The implications of this approach are significant!
At a high level of abstraction, you can use simple YAML files to express Domain Specific Language (DSL) for data flows. This includes using inbound connectors or clients to collect data, performing transformation operations using WASM in flight, and utilizing outbound connectors or clients to consume data through materialized views. Additionally, you can dispatch data to actionable streams or downstream data stores. Depending on your data sources and transformation requirements, you have the flexibility to choose delivery semantics such as at least once, at most once, or exactly once. You can also control partitioning behaviors, caching, mirroring, cluster profiles, and stateful aggregations based on your specific needs.
At the system level, you can create custom deployments and clients using the Fluvio SDK. Furthermore, you can develop inbound or outbound data connectors using the connector development kit, as well as build transformation operators using the smart modules development kit.
Stateful: One of the biggest complaints and challenges with stream processing platforms not written in Java is the lack of state management abilities. Reliable data delivery guarantees and the ability to manage state and offset are essential for most data pipelines. However, stateful distributed stream processing remains one of the most complex aspects of the data streaming paradigm. The Fluvio streaming platform is ready to launch stateful stream processing. Our upcoming release, on-stream materialized views, is currently undergoing validation with a select group of beta customers.
The InfinyOn Cloud platform is designed for composability and simplicity. It leverages the Fluvio stream processing runtime, which is a single binary deployment featuring a well-designed command line interface (CLI) and support for clients in Rust, Python, Node, and Go.
Interacting with the managed cloud version is easy through both the CLI and the clients.
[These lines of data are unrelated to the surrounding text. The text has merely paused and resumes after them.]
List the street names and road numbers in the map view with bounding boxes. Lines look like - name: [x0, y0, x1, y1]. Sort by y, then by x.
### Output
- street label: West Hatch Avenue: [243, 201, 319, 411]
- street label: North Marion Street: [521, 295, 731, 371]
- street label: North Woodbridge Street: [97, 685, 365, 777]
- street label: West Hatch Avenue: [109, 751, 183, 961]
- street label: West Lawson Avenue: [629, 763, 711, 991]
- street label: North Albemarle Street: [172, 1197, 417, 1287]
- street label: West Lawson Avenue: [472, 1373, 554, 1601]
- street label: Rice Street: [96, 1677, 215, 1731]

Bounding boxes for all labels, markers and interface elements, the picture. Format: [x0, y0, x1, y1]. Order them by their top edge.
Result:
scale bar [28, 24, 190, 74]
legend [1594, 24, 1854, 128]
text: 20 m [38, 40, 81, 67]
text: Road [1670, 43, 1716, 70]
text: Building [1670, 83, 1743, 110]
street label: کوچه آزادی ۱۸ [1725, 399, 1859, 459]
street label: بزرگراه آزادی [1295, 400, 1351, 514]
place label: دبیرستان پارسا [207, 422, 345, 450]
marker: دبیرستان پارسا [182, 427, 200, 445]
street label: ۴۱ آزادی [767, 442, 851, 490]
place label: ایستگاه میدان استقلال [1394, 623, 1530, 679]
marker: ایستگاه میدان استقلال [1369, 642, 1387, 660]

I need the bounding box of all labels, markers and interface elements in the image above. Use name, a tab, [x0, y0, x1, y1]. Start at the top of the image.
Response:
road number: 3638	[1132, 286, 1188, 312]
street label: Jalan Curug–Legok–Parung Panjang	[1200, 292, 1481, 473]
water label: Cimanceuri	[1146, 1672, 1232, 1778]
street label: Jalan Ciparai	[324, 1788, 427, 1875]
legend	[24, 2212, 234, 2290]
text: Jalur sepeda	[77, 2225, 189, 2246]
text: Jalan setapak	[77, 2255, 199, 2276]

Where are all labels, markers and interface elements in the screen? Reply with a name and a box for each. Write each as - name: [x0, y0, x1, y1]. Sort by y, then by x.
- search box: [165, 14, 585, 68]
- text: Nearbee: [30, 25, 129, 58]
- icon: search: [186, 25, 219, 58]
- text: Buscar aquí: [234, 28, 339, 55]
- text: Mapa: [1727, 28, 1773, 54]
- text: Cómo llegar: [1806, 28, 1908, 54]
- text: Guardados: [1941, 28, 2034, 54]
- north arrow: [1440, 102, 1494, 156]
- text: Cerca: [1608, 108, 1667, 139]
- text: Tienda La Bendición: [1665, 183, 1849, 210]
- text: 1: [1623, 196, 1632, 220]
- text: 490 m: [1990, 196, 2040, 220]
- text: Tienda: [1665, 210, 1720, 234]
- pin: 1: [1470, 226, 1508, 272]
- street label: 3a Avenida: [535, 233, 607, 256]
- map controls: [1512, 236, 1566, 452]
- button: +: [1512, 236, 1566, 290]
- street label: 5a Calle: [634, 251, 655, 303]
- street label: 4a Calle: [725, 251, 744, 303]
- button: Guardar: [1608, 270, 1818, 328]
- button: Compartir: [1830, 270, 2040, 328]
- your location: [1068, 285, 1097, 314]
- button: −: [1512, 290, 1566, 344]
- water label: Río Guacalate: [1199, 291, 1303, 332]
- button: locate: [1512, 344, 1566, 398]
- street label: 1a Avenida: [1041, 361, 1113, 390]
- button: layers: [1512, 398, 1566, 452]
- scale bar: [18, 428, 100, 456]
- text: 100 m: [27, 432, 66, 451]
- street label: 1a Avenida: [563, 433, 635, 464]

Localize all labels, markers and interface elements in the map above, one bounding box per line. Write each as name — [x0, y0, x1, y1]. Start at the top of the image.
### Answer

For self-managed installations, deployment and orchestration are flexible and straightforward.
Infinyon Cloud offers a managed deployment of the Fluvio streaming runtime.
The Fluvio streaming runtime is a compact binary that can be run on edge devices and containers with limited memory, storage, and compute resources. It enables stateful, exactly-once stream processing on a single partition, capable of handling millions of records every minute. By utilizing multiple partitions, the platform scales linearly to process the amount of data you need to process.
The composable nature of the InfinyOn Cloud platform and the focus on the primitives or building blocks allows for flexible configurations and customizations of inbound and outbound data sources to integrate seamlessly with your data stack. Connector development kit enables integration of bespoke inbound and outbound data sources by interacting with the core protocols, authentication, and API layers of web application sources, edge devices, sensors and IoT, BLOB storage, databases etc.
In addition to connectors, there are supported Rust, Python, Node and Go clients. Internally we have tested inbound and outbound webhook gateway as an on demand semantic data layer for accessing data."